Mas ela sabia que não era assim. As previsões que saíam da Rua Fox, 300, eram pouco específicas, mas inegavelmente verdadeiras. A mãe de Blue havia sonhado com o pulso quebrado da filha no primeiro dia na escola. Sua tia Jimi previra a devolução de impostos de Maura com uma margem de erro de dez dólares. Sua prima mais velha, Orla, sempre começava a cantarolar sua canção favorita alguns minutos antes de ela tocar no rádio.
Ninguém na casa jamais chegara a duvidar de que Blue estava destinada a matar seu verdadeiro amor com um beijo. Era uma ameaça, entretanto, que estivera à sua volta por tanto tempo que perdera a força. Pensar em Blue, aos seis anos, apaixonada era uma coisa tão distante a ponto de ser imaginária.

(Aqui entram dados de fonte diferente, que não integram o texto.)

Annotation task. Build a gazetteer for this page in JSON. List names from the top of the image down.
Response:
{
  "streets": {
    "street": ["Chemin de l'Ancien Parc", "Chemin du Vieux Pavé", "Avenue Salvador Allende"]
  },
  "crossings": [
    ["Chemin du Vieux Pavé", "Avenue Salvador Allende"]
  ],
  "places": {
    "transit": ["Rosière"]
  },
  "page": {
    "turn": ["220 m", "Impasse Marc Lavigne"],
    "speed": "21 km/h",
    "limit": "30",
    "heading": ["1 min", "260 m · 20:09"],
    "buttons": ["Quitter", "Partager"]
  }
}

E, aos dezesseis anos, ela decidira que nunca se apaixonaria, então não havia por que se importar.
Mas essa crença mudou quando a meia-irmã de sua mãe, Neeve, chegou à cidadezinha de Henrietta, onde elas moravam. Neeve ficara famosa fazendo com estardalhaço o que a mãe de Blue fazia em silêncio. As leituras de Maura eram feitas na sala de estar, quase sempre para moradores de Henrietta e do vale que contornava a cidade. Neeve, por sua vez, fazia leituras na televisão, às cinco horas da manhã. Tinha um site que trazia antigas fotografias dela em foco suave, encarando diretamente o visitante. Quatro livros a respeito do sobrenatural traziam seu nome na capa.
Blue nunca havia encontrado Neeve, portanto sabia mais sobre sua meia-tia por pesquisas na rede do que por experiência pessoal. Também não tinha certeza do motivo pelo qual Neeve vinha visitá-las, mas sabia que sua chegada iminente incitara uma legião de conversas sussurradas entre Maura e suas duas melhores amigas, Persephone e Calla — o tipo de conversa que se extinguia em goles de café e batidas de caneta na mesa quando Blue entrava na sala. Mas a garota não estava muito preocupada com a chegada da tia; o que era uma mulher a mais em uma casa cheia delas?
Neeve finalmente apareceu em uma noite de primavera, quando as longas sombras das montanhas a oeste pareciam ainda mais extensas que de costume. Quando Blue abriu a porta para Neeve, pensou por um momento que se tratava de uma senhora desconhecida, mas então seus olhos se acostumaram à luz escarlate que se alastrava vinda do meio das árvores e ela percebeu que Neeve era apenas um pouco mais velha que Maura, o que não era ser muito velha, afinal.
Na rua, ao longe, os cães de caça latiam. Blue já estava acostumada com suas vozes; a cada outono, o Clube de Caça de Aglionby saía com seus cavalos e cães para a caça à raposa, quase todos os fins de semana. Blue sabia o que aqueles uivos frenéticos significavam naquele momento. Eles estavam em perseguição.
— Você é a filha de Maura — disse Neeve e, antes que Blue pudesse responder, acrescentou: — Este é o ano em que você se apaixonará.